However, the sector faced significant downgrades, with FY25 earnings now expected to fall by 3.2 per cent. Industrials: Delivered growth with a nine per cent upside in EPS increases, although slightly below expectations. Defensives drove most of this growth, insurers however such as QBE, SUN, and HLI were drags.
Banks: Banks received net upgrades for FY25 earnings due to delayed rate cuts and lower-than-expected bad debts. However, earnings are still forecasted to fall by around 3 per cent in FY25. Defensives: Had a challenging reporting season, with net misses on margins.
Several major defensive stocks missed expectations and faced downgrades for FY25, which led to negative share price reactions. Future Gazing - Guidance and Earnings Outlook Vigilant Guidance has caused downgrades: As expected, many companies used the reporting season to reset earnings expectations. About 40 per cent in fact provided forecasts below consensus expectations, which in turn led to earnings downgrades for FY25 from the Street.

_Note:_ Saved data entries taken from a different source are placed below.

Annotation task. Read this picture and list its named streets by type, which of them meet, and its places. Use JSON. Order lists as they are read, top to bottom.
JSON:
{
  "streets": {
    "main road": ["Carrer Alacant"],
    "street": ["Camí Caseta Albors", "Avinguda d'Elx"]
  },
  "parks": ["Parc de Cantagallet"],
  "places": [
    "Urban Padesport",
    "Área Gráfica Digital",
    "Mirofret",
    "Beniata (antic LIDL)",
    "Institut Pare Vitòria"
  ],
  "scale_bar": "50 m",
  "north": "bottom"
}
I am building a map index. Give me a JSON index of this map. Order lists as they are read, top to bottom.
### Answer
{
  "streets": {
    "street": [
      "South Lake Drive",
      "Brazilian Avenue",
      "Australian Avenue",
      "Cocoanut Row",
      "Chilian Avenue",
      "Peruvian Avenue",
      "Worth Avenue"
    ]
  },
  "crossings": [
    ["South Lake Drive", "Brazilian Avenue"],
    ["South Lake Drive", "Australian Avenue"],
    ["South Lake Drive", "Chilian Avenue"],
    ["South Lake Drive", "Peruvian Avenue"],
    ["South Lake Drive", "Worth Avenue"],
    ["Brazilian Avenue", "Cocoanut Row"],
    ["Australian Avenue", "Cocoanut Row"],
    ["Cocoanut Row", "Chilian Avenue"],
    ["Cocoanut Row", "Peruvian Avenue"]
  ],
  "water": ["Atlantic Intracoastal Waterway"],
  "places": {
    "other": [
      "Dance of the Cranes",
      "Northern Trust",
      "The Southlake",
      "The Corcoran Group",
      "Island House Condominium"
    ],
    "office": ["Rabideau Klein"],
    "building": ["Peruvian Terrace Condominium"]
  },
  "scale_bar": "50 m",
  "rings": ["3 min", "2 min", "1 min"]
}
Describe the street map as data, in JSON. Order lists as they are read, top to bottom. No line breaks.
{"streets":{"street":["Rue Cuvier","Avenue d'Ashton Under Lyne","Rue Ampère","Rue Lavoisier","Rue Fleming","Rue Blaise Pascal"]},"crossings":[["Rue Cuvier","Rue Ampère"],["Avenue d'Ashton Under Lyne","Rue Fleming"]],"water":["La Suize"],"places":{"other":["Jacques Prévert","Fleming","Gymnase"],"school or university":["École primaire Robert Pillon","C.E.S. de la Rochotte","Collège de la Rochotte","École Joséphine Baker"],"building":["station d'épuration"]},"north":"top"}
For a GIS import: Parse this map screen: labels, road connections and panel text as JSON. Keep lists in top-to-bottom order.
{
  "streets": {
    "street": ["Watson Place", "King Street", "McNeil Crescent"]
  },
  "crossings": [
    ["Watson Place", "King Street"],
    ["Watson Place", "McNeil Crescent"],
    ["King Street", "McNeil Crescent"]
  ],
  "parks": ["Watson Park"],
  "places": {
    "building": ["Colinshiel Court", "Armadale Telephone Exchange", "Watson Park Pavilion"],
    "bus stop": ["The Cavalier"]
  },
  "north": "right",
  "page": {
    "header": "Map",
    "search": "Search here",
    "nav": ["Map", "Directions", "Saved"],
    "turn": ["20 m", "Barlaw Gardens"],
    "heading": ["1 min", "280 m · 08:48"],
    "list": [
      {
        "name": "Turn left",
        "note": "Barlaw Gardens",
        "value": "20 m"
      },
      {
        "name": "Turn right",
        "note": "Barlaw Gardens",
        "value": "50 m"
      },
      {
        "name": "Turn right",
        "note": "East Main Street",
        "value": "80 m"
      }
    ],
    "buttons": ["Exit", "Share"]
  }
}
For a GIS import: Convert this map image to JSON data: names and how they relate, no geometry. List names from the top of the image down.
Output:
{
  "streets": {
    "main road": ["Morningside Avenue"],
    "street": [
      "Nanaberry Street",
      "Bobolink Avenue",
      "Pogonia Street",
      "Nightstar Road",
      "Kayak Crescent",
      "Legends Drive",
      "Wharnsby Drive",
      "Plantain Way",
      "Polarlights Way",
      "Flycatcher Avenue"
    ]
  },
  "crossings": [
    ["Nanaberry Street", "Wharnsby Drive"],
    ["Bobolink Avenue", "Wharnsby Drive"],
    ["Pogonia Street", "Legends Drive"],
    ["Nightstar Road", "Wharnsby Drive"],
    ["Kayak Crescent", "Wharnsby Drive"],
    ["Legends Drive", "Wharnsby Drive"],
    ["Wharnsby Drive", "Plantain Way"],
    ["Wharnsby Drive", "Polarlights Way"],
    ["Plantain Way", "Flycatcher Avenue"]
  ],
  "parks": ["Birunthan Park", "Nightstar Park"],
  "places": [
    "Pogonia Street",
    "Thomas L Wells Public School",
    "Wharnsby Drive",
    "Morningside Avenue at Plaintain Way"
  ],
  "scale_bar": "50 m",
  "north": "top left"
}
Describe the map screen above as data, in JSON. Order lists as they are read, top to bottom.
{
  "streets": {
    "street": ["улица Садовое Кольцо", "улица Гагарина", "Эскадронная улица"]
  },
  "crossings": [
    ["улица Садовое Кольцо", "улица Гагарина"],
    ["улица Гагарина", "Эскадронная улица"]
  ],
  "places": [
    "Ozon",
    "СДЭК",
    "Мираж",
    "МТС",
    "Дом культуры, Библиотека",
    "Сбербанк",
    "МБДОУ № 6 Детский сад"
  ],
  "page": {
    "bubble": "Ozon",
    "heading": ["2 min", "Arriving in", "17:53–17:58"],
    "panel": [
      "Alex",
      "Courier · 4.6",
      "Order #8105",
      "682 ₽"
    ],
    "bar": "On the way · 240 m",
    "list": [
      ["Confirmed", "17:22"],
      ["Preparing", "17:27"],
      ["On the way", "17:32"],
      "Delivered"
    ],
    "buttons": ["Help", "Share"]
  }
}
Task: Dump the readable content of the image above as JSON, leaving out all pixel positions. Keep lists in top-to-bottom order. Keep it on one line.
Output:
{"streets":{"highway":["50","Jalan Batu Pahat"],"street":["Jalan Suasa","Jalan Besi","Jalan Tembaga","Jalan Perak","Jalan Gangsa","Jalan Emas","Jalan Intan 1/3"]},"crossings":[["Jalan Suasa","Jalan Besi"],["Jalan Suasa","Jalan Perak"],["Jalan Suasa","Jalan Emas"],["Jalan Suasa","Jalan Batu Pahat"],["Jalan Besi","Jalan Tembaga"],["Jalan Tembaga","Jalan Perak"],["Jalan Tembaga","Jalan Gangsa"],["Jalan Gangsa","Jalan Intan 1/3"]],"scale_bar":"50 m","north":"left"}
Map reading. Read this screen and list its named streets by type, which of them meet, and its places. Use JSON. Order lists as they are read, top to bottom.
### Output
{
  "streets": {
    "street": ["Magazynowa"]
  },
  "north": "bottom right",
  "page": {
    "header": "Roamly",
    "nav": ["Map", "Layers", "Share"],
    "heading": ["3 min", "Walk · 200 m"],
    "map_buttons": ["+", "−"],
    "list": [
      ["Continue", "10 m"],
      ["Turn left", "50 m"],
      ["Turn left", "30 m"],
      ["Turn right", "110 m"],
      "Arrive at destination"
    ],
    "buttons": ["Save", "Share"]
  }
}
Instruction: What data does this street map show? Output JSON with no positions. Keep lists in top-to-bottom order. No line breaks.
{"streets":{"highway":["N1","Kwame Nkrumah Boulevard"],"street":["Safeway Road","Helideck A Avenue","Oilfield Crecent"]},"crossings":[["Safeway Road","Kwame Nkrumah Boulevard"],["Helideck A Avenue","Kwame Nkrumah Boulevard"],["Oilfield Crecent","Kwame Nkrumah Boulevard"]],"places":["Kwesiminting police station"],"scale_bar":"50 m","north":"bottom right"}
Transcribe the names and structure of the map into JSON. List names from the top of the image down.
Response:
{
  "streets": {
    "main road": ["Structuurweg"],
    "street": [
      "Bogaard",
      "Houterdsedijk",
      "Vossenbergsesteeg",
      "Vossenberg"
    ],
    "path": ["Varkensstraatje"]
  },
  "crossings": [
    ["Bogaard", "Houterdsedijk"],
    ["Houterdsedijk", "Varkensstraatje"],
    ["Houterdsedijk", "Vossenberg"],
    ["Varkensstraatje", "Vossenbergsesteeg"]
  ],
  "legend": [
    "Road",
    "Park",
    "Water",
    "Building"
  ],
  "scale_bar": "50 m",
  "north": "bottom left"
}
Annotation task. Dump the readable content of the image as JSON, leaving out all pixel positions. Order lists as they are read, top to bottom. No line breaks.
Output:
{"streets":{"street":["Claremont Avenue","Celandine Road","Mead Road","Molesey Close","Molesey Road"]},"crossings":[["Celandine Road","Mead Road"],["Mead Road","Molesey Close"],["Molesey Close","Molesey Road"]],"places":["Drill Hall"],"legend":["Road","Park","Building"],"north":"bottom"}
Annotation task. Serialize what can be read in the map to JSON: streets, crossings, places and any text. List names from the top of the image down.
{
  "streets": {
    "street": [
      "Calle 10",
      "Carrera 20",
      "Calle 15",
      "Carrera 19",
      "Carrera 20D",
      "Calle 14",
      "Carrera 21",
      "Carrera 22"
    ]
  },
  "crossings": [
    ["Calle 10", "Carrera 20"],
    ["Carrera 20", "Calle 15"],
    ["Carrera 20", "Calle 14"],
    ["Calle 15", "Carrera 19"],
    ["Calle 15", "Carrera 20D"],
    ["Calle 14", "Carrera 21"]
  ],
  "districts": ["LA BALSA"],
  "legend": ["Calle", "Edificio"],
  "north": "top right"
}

This cautious approach reflects the uncertainty in the economic environment and the potential for slower growth ahead, which was reflected in the FY24 numbers. Flat Earnings Forecast for FY25: The initial expectation of approximately 10 per cent earnings growth for FY25 has completely evaporated to just 0.1 per cent growth (yes, you read that correctly). This revision includes adjustments for the treatment of CDIs like NEM, which reduced earnings by 2.8 percentage point, and negative revisions in response to weaker-than-expected results, guidance, and lower commodity prices.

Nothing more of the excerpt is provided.